** Your instructions **
Your answer should be a single number: how many lines in the data below hold the string "Mapa".

** Available data **
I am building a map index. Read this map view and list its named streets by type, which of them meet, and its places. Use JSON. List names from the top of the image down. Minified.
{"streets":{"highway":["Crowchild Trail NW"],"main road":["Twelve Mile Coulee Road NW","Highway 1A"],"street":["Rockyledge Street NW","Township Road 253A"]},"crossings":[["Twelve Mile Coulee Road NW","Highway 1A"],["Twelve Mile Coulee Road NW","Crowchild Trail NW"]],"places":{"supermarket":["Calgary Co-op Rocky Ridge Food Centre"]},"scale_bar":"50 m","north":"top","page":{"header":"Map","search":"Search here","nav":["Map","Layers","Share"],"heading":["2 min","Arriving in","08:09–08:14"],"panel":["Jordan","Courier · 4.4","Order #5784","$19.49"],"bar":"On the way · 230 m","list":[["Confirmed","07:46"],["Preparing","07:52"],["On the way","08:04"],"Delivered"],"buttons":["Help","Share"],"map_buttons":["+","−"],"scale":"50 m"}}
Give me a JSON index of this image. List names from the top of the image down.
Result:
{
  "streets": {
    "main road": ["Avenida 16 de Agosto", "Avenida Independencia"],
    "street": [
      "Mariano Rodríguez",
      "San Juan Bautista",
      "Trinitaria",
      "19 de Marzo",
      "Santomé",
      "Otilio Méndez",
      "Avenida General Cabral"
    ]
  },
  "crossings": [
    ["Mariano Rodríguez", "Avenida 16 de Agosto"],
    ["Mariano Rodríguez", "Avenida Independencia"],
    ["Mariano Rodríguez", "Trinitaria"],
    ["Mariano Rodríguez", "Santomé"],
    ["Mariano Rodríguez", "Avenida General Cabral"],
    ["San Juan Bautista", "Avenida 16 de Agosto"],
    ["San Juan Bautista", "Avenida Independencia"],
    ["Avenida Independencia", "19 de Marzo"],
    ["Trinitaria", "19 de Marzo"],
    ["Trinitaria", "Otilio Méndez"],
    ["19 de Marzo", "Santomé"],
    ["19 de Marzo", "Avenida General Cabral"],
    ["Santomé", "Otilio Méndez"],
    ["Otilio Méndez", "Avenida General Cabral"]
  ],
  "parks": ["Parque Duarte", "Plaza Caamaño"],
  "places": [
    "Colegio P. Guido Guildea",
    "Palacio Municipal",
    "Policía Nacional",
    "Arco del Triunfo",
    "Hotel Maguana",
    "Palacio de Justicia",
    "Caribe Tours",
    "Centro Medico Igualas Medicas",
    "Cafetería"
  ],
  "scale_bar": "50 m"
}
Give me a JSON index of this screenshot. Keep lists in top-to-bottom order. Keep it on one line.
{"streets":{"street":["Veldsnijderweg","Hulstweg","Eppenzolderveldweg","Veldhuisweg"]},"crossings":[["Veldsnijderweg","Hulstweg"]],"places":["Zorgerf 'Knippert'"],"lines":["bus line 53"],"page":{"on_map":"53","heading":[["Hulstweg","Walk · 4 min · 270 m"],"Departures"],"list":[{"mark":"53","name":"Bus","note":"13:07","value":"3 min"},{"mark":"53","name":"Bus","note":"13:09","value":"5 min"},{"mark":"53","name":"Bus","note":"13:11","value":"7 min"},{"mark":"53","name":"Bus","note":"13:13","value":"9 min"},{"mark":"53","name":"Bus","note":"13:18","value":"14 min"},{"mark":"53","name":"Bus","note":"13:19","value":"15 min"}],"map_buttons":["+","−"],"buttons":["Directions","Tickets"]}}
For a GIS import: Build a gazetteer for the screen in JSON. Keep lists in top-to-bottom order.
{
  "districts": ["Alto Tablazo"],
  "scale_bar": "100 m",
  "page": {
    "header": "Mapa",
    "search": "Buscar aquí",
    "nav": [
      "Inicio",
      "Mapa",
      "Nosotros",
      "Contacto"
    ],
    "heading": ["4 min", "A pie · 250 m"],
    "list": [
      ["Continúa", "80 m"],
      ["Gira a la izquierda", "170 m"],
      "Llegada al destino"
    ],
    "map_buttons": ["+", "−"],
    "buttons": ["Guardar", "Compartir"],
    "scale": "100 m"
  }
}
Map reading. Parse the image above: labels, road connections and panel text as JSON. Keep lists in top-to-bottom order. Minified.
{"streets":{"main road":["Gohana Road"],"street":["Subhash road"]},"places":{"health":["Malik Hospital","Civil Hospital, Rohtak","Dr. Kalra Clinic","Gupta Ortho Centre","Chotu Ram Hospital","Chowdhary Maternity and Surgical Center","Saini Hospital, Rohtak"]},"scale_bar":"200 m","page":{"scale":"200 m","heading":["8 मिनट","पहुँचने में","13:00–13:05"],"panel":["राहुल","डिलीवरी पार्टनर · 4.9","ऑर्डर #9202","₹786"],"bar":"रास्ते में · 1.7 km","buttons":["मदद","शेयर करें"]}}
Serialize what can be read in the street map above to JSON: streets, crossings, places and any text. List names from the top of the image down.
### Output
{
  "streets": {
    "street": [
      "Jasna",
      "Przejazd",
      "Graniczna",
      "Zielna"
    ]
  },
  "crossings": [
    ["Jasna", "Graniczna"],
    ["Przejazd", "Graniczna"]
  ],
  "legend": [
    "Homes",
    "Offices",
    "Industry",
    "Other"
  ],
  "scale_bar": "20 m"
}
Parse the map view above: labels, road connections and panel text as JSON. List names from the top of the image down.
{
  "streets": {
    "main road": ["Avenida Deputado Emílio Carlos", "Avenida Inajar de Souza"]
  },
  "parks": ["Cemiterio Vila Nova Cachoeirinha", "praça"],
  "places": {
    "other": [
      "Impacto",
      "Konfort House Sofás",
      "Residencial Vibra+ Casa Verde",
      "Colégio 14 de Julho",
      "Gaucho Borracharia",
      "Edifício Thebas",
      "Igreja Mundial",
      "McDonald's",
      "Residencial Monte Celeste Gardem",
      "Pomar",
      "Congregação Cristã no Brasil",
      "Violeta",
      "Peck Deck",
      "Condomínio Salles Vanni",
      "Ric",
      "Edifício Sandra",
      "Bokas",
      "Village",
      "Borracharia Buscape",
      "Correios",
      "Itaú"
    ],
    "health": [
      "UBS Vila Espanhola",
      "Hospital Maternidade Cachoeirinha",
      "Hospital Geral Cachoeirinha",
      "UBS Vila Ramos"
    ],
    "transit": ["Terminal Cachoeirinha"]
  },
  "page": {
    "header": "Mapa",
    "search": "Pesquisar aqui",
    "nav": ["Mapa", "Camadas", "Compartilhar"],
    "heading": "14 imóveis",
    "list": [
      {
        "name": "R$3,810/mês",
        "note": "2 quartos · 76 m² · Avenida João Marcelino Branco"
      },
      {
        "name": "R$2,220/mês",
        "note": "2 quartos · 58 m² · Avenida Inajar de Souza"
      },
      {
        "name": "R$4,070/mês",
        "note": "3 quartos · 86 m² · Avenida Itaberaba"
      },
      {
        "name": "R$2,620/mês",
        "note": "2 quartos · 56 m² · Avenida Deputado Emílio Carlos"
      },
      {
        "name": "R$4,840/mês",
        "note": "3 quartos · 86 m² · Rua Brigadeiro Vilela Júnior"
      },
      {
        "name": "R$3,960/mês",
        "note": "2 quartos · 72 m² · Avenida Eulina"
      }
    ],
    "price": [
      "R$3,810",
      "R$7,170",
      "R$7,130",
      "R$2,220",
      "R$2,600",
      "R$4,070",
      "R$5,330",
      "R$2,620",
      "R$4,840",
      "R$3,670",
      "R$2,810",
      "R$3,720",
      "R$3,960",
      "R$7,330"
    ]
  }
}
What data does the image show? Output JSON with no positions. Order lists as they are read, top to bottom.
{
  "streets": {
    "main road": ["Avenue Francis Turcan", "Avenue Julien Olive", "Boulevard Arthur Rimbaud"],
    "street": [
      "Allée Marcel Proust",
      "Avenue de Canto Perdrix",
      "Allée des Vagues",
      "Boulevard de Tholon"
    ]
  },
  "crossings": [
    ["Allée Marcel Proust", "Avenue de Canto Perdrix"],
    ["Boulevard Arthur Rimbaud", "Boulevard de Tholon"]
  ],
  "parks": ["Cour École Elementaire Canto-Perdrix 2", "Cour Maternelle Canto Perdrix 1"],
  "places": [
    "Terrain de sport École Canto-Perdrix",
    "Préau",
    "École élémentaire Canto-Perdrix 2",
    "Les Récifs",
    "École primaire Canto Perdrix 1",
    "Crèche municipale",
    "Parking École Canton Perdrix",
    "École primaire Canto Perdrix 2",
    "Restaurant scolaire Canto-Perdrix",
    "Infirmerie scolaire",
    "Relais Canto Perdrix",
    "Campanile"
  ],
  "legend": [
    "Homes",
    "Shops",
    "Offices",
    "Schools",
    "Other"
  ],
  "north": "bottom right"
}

** Worked solution **
4